(EXERCISE DIRECTIONS) The records that follow should be retyped word for word.

(ENTRIES SUPPLIED)
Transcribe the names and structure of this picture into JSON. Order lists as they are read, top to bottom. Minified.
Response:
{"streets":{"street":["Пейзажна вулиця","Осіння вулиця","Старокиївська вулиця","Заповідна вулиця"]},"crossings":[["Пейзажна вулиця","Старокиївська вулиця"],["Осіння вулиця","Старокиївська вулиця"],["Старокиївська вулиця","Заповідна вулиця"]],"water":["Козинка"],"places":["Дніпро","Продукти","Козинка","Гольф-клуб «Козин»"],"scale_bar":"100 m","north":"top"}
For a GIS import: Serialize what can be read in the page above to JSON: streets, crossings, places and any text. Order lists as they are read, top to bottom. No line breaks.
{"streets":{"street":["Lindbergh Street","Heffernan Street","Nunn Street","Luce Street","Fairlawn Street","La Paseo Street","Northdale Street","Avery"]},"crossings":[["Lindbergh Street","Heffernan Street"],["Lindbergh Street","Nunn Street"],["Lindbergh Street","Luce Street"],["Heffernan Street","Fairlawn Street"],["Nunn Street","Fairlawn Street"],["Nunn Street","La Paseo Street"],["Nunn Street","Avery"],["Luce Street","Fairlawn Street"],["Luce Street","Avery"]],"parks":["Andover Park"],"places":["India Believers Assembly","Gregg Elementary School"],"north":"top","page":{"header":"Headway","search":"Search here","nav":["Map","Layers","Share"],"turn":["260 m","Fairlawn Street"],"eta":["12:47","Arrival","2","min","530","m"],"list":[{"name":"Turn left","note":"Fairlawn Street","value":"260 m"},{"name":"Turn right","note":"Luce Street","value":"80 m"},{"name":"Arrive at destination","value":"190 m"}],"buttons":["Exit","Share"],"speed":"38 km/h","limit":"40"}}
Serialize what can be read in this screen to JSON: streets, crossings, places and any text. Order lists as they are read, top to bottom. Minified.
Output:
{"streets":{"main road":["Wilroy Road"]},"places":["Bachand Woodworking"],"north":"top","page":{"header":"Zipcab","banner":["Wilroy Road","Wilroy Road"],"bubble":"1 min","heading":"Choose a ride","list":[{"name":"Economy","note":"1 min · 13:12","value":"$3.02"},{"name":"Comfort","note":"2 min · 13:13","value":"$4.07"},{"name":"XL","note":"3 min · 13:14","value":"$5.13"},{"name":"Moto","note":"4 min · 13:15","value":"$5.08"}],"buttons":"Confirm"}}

(RESULT)
Transcribe the names and structure of this picture into JSON. Order lists as they are read, top to bottom. Minified.
Response:
{"streets":{"street":["Пейзажна вулиця","Осіння вулиця","Старокиївська вулиця","Заповідна вулиця"]},"crossings":[["Пейзажна вулиця","Старокиївська вулиця"],["Осіння вулиця","Старокиївська вулиця"],["Старокиївська вулиця","Заповідна вулиця"]],"water":["Козинка"],"places":["Дніпро","Продукти","Козинка","Гольф-клуб «Козин»"],"scale_bar":"100 m","north":"top"}
For a GIS import: Serialize what can be read in the page above to JSON: streets, crossings, places and any text. Order lists as they are read, top to bottom. No line breaks.
{"streets":{"street":["Lindbergh Street","Heffernan Street","Nunn Street","Luce Street","Fairlawn Street","La Paseo Street","Northdale Street","Avery"]},"crossings":[["Lindbergh Street","Heffernan Street"],["Lindbergh Street","Nunn Street"],["Lindbergh Street","Luce Street"],["Heffernan Street","Fairlawn Street"],["Nunn Street","Fairlawn Street"],["Nunn Street","La Paseo Street"],["Nunn Street","Avery"],["Luce Street","Fairlawn Street"],["Luce Street","Avery"]],"parks":["Andover Park"],"places":["India Believers Assembly","Gregg Elementary School"],"north":"top","page":{"header":"Headway","search":"Search here","nav":["Map","Layers","Share"],"turn":["260 m","Fairlawn Street"],"eta":["12:47","Arrival","2","min","530","m"],"list":[{"name":"Turn left","note":"Fairlawn Street","value":"260 m"},{"name":"Turn right","note":"Luce Street","value":"80 m"},{"name":"Arrive at destination","value":"190 m"}],"buttons":["Exit","Share"],"speed":"38 km/h","limit":"40"}}
Serialize what can be read in this screen to JSON: streets, crossings, places and any text. Order lists as they are read, top to bottom. Minified.
Output:
{"streets":{"main road":["Wilroy Road"]},"places":["Bachand Woodworking"],"north":"top","page":{"header":"Zipcab","banner":["Wilroy Road","Wilroy Road"],"bubble":"1 min","heading":"Choose a ride","list":[{"name":"Economy","note":"1 min · 13:12","value":"$3.02"},{"name":"Comfort","note":"2 min · 13:13","value":"$4.07"},{"name":"XL","note":"3 min · 13:14","value":"$5.13"},{"name":"Moto","note":"4 min · 13:15","value":"$5.08"}],"buttons":"Confirm"}}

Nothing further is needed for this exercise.